The Ghana Air Force (GHF) is the aerial warfare organizational military branch of the Ghanaian Armed Forces (GAF). The GHF, along with the Ghanaian army (GA) and Ghanaian navy (GN), make up the Ghanaian Armed Forces (GAF), which are controlled by the Ghanaian Ministry of Defence (MoD).

History
The GHF (Ghana Air Force) started on 24 July 1959 as a Flying Training School with Israeli instructors and technicians, under the command of Lt. Col. Adam Shatkay of the IAF.  The School was established as a cradle of a service to complement the Army and the Navy. Later that year a headquarters was established in Accra under the command of Indian Air commodore K. Jaswant-Singh who was appointed as the first Chief of Air Staff (CAS).
In 1960 Royal Air Force personnel took up the task of training the newly established Ghana Air Force and in 1961 they were joined by a small group of Royal Canadian Air Force personnel.  In September 1961 as part of President Kwame Nkrumah's Africanization program, a Ghanaian CAS was appointed, with the first being J.E.S. de Graft-Hayford, born in the U.K. of Ghanaian descent.

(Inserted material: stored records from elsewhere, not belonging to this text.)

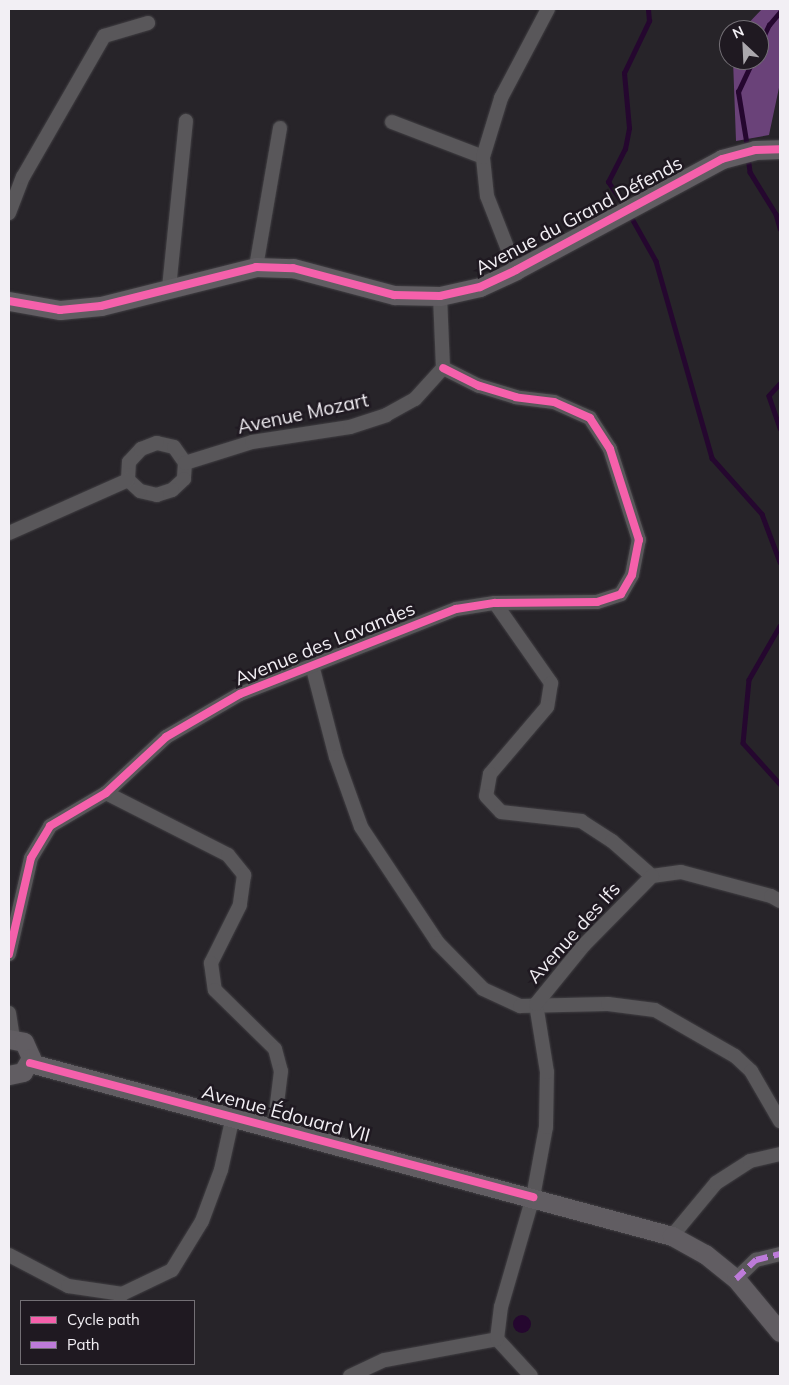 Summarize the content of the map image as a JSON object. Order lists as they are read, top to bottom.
{
  "streets": {
    "street": [
      "Avenue du Grand Défends",
      "Avenue Mozart",
      "Avenue des Lavandes",
      "Avenue des Ifs",
      "Avenue Édouard VII"
    ]
  },
  "crossings": [
    ["Avenue Mozart", "Avenue des Lavandes"],
    ["Avenue des Ifs", "Avenue Édouard VII"]
  ],
  "legend": ["Cycle path", "Path"],
  "north": "top left"
} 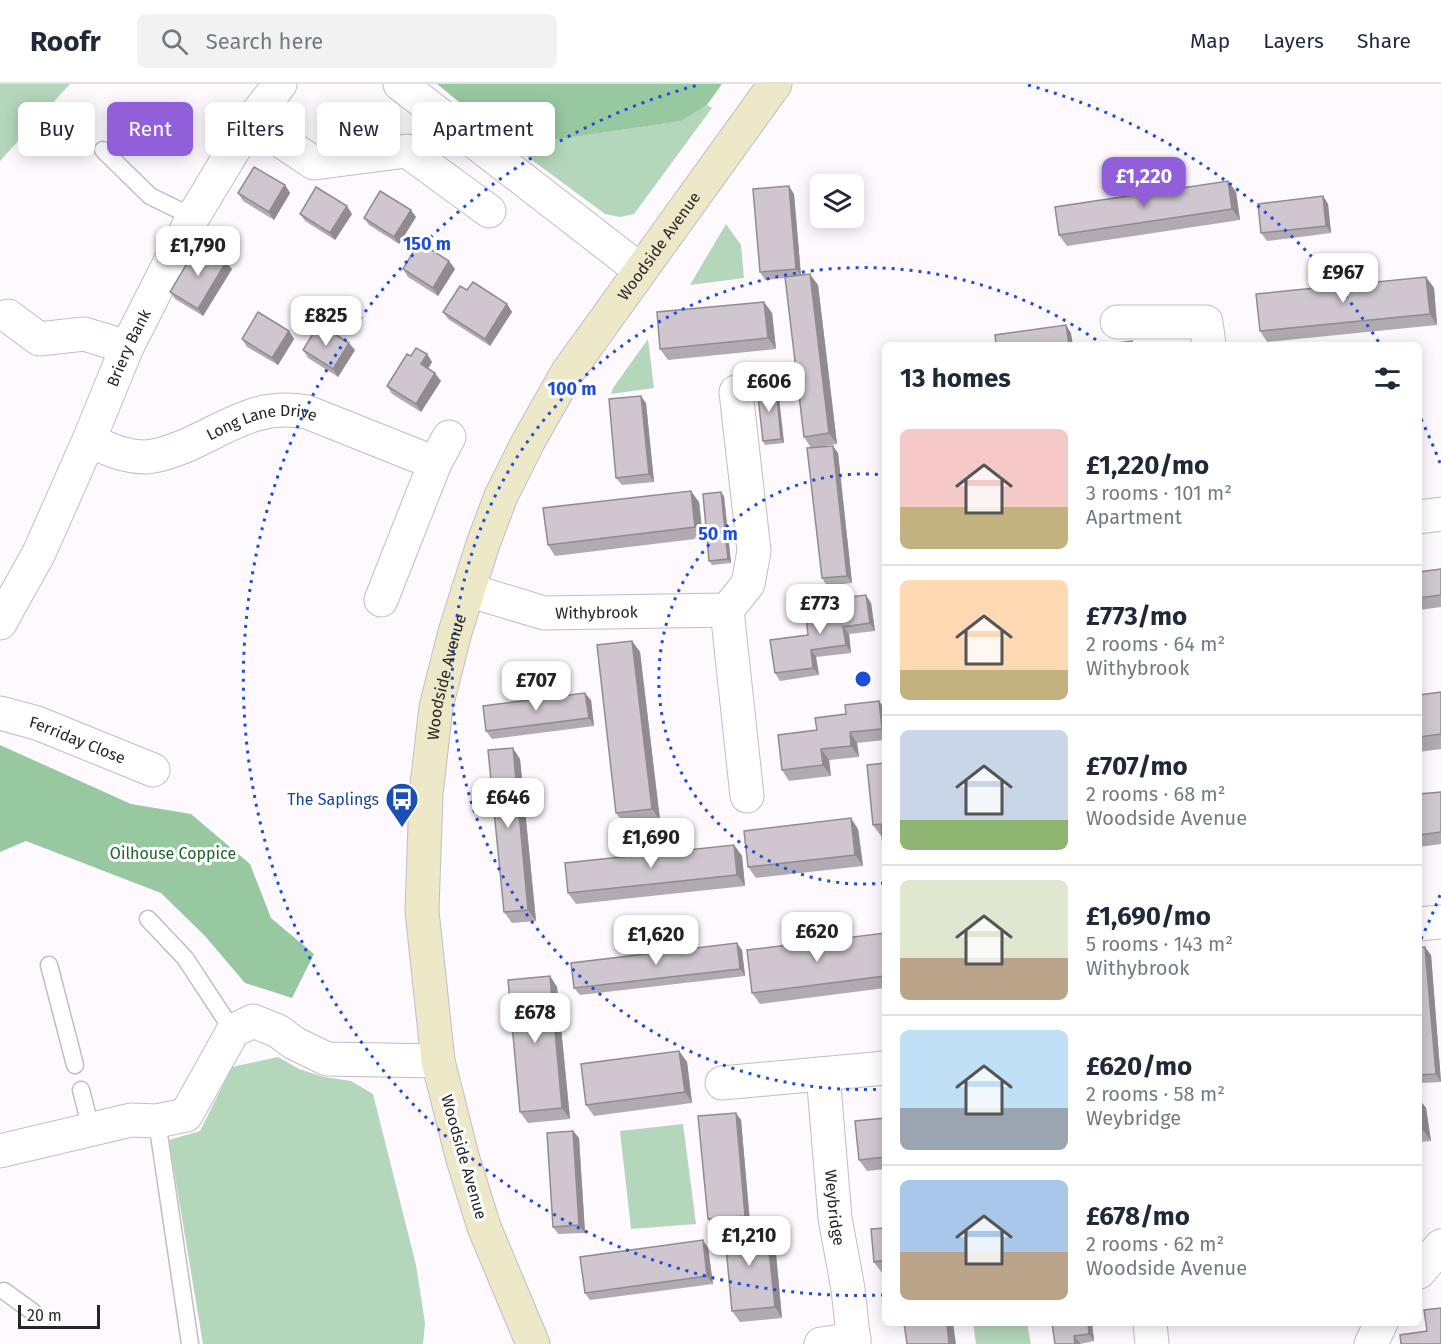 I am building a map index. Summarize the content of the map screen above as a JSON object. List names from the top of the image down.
{
  "streets": {
    "street": [
      "Woodside Avenue",
      "Briery Bank",
      "Long Lane Drive",
      "Withybrook",
      "Ferriday Close",
      "Weybridge"
    ]
  },
  "crossings": [
    ["Woodside Avenue", "Withybrook"],
    ["Briery Bank", "Long Lane Drive"]
  ],
  "parks": ["Oilhouse Coppice"],
  "places": {
    "bus stop": ["The Saplings"]
  },
  "scale_bar": "20 m",
  "page": {
    "header": "Roofr",
    "search": "Search here",
    "nav": ["Map", "Layers", "Share"],
    "chip": [
      "Buy",
      "Rent",
      "Filters",
      "New",
      "Apartment"
    ],
    "price": [
      "£1,220",
      "£1,790",
      "£967",
      "£825",
      "£606",
      "£773",
      "£707",
      "£646",
      "£1,690",
      "£620",
      "£1,620",
      "£678",
      "£1,210"
    ],
    "heading": "13 homes",
    "list": [
      {
        "name": "£1,220/mo",
        "note": "3 rooms · 101 m² · Apartment"
      },
      {
        "name": "£773/mo",
        "note": "2 rooms · 64 m² · Withybrook"
      },
      {
        "name": "£707/mo",
        "note": "2 rooms · 68 m² · Woodside Avenue"
      },
      {
        "name": "£1,690/mo",
        "note": "5 rooms · 143 m² · Withybrook"
      },
      {
        "name": "£620/mo",
        "note": "2 rooms · 58 m² · Weybridge"
      },
      {
        "name": "£678/mo",
        "note": "2 rooms · 62 m² · Woodside Avenue"
      }
    ],
    "scale": "20 m"
  },
  "rings": ["150 m", "100 m", "50 m"]
} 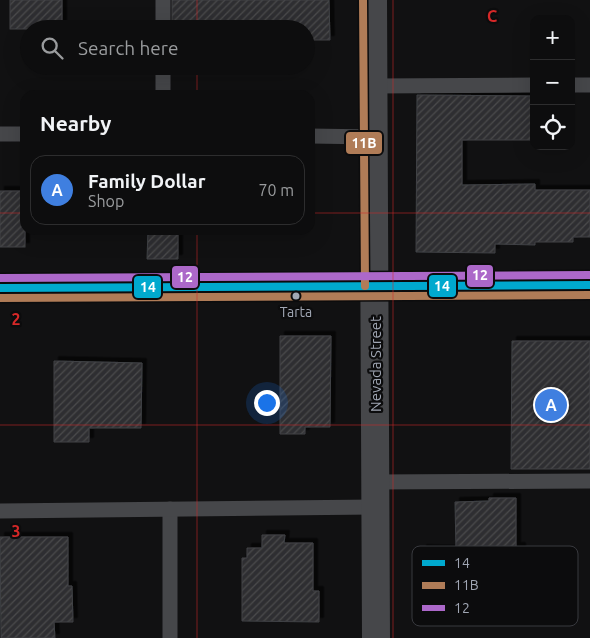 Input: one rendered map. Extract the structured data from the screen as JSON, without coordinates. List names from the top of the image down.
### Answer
{
  "streets": {
    "street": ["Nevada Street"]
  },
  "places": ["Tarta"],
  "lines": ["transit line 11B", "transit line 12", "transit line 14"],
  "legend": ["14", "11B", "12"],
  "page": {
    "map_buttons": ["+", "−"],
    "search": "Search here",
    "heading": "Nearby",
    "list": [
      {
        "mark": "A",
        "name": "Family Dollar",
        "note": "Shop",
        "value": "70 m"
      }
    ],
    "pins": "A"
  },
  "grid": {
    "columns": ["C"],
    "rows": ["2", "3"]
  }
} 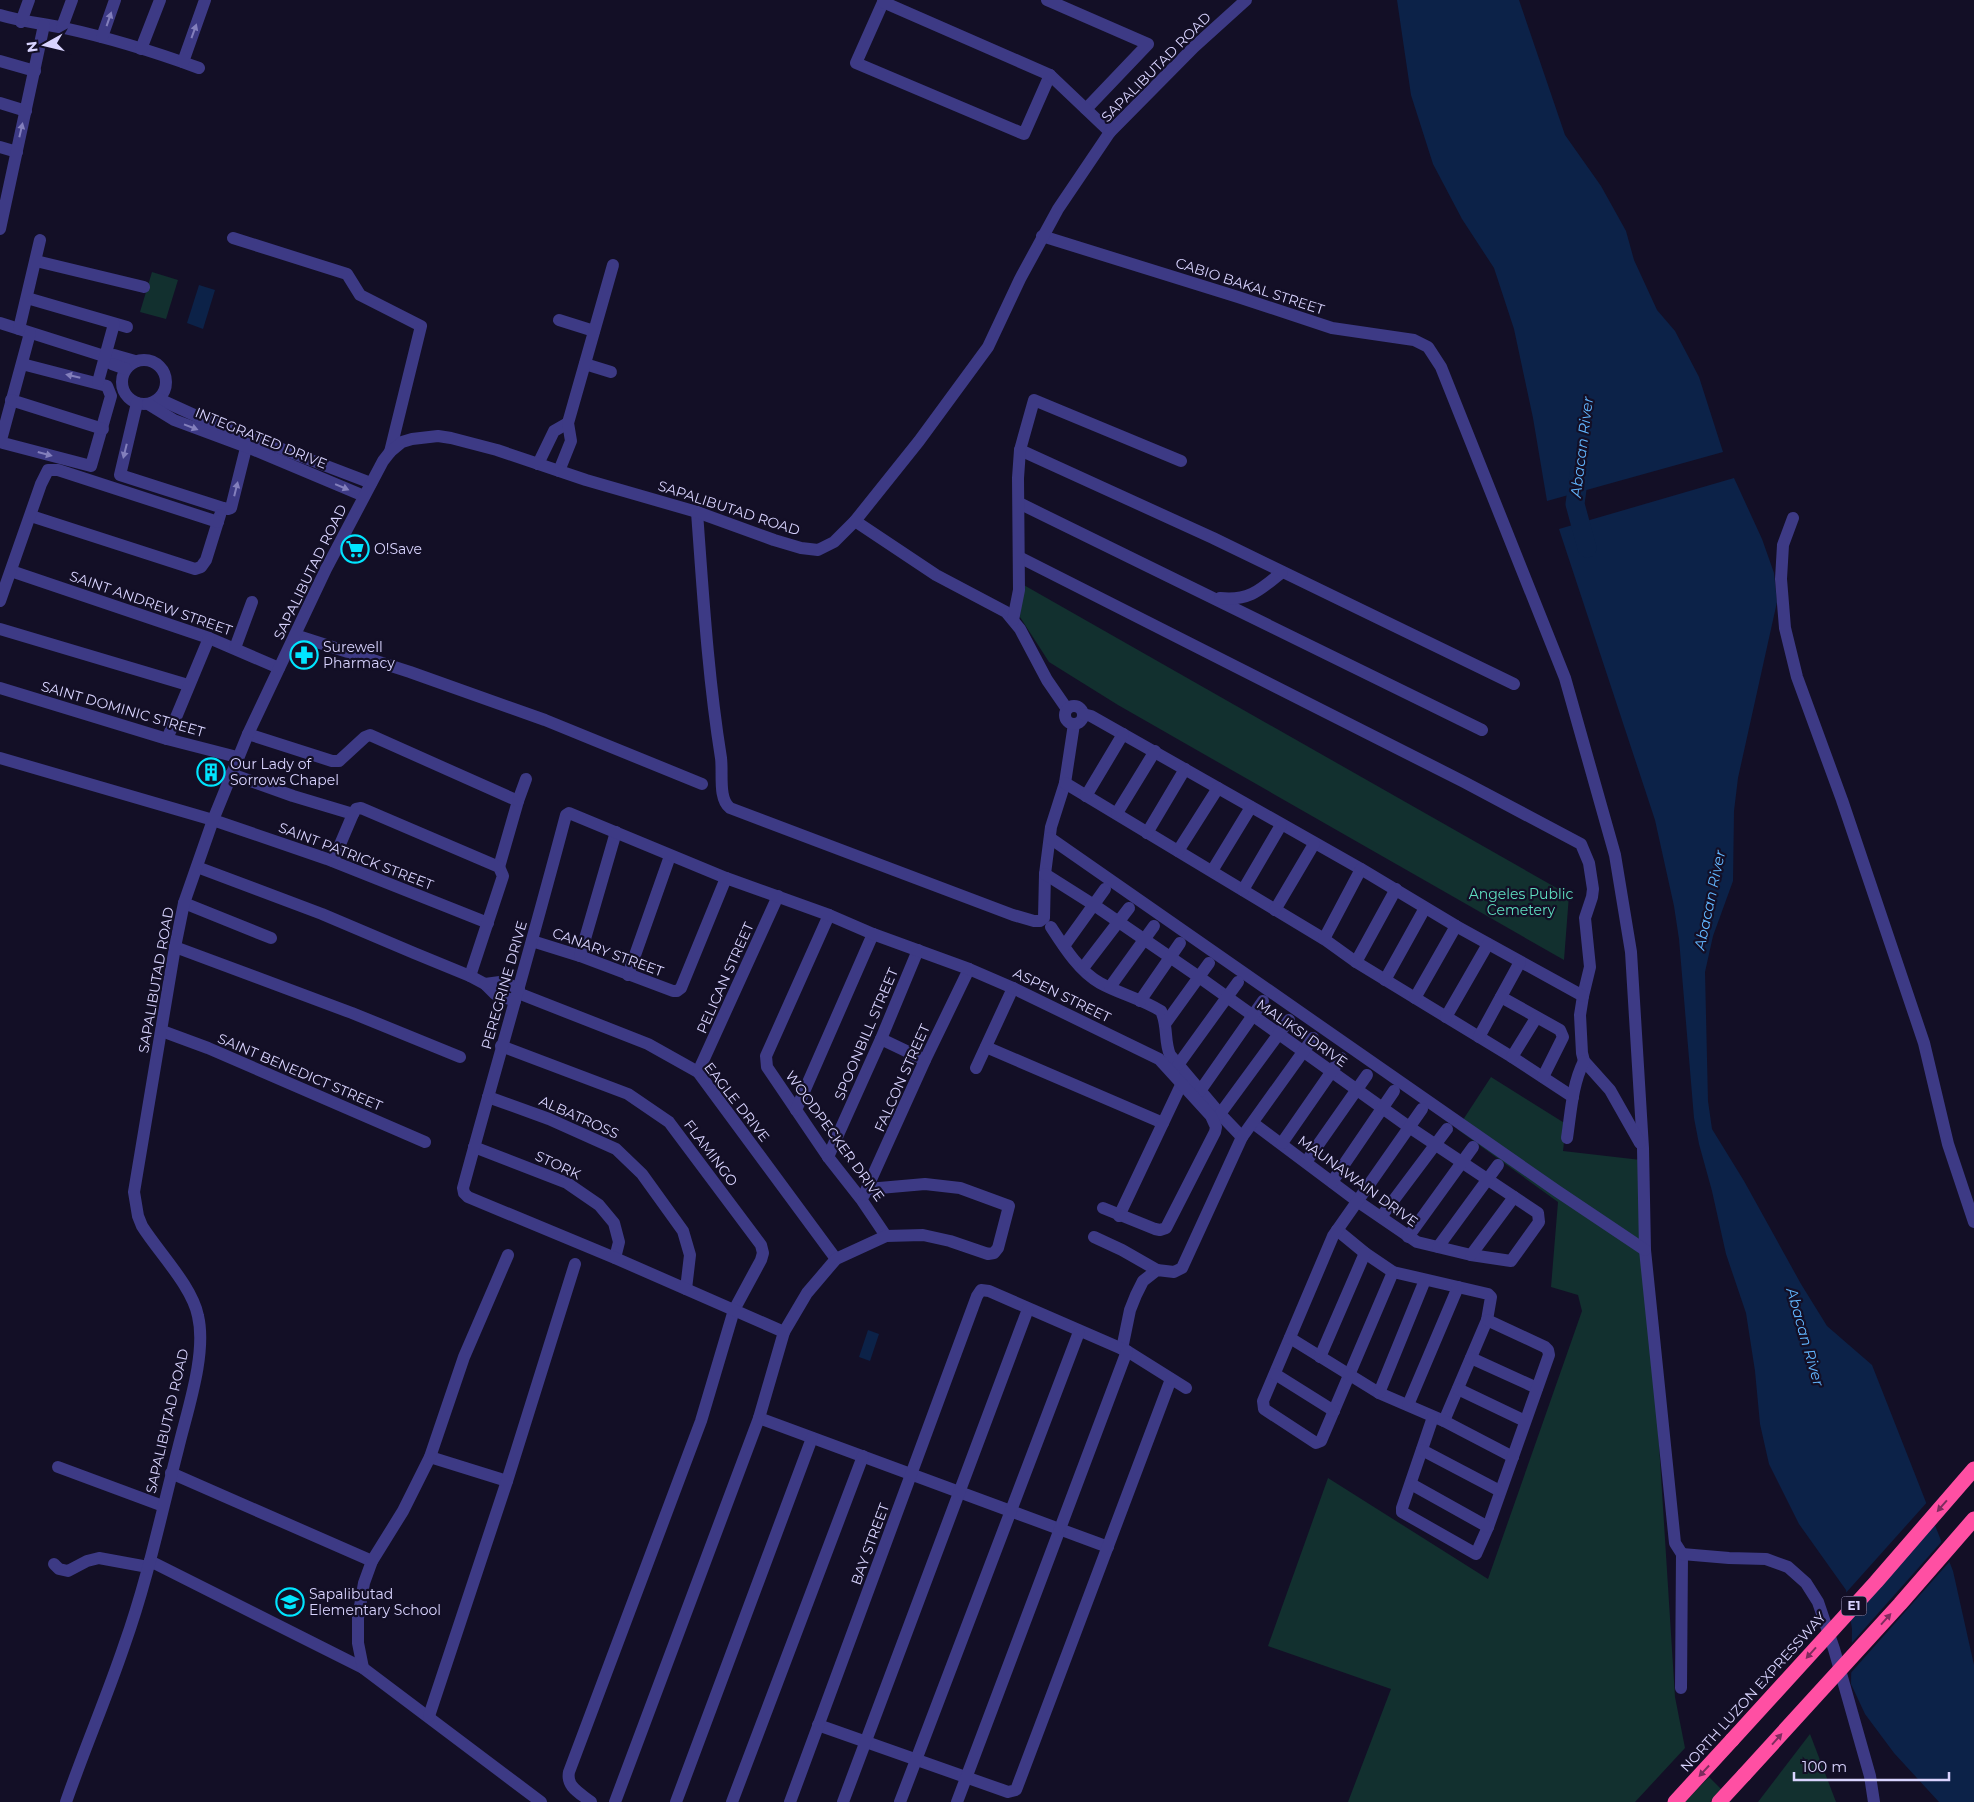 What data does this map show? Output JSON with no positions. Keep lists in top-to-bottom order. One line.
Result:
{"streets":{"highway":["E1","NORTH LUZON EXPRESSWAY"],"street":["SAPALIBUTAD ROAD","CABIO BAKAL STREET","INTEGRATED DRIVE","SAINT ANDREW STREET","SAINT DOMINIC STREET","SAINT PATRICK STREET","CANARY STREET","PELICAN STREET","PEREGRINE DRIVE","ASPEN STREET","MALIKSI DRIVE","SPOONBILL STREET","SAINT BENEDICT STREET","FALCON STREET","EAGLE DRIVE","ALBATROSS","WOODPECKER DRIVE","FLAMINGO","STORK","MAUNAWAIN DRIVE","BAY STREET"]},"crossings":[["SAPALIBUTAD ROAD","CABIO BAKAL STREET"],["SAPALIBUTAD ROAD","INTEGRATED DRIVE"],["SAPALIBUTAD ROAD","SAINT ANDREW STREET"],["SAPALIBUTAD ROAD","SAINT DOMINIC STREET"],["SAPALIBUTAD ROAD","SAINT PATRICK STREET"],["SAPALIBUTAD ROAD","SAINT BENEDICT STREET"],["CANARY STREET","PEREGRINE DRIVE"],["PELICAN STREET","PEREGRINE DRIVE"],["PELICAN STREET","EAGLE DRIVE"],["PEREGRINE DRIVE","ASPEN STREET"],["PEREGRINE DRIVE","SPOONBILL STREET"],["PEREGRINE DRIVE","EAGLE DRIVE"],["PEREGRINE DRIVE","ALBATROSS"],["PEREGRINE DRIVE","WOODPECKER DRIVE"],["PEREGRINE DRIVE","FLAMINGO"],["PEREGRINE DRIVE","STORK"],["ASPEN STREET","SPOONBILL STREET"],["ASPEN STREET","FALCON STREET"],["MALIKSI DRIVE","MAUNAWAIN DRIVE"],["SPOONBILL STREET","WOODPECKER DRIVE"],["FALCON STREET","WOODPECKER DRIVE"]],"water":["Abacan River"],"parks":["Angeles Public Cemetery"],"places":{"supermarket":["O!Save"],"pharmacy":["Surewell Pharmacy"],"building":["Our Lady of Sorrows Chapel"],"school or university":["Sapalibutad Elementary School"]},"scale_bar":"100 m","north":"left"}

The Ghana Air Force was in the beginning equipped with a squadron of Chipmunk trainers, and squadrons of Beavers, Otters and Caribou transport aircraft. In addition a DH125 jet was bought for Kwame Nkrumah, Hughes helicopters were bought for mosquito spraying plus DH Doves and Herons.  British-made Westland Whirlwind helicopters and a squadron of Italian-made MB-326 ground attack/trainer jets were also purchased.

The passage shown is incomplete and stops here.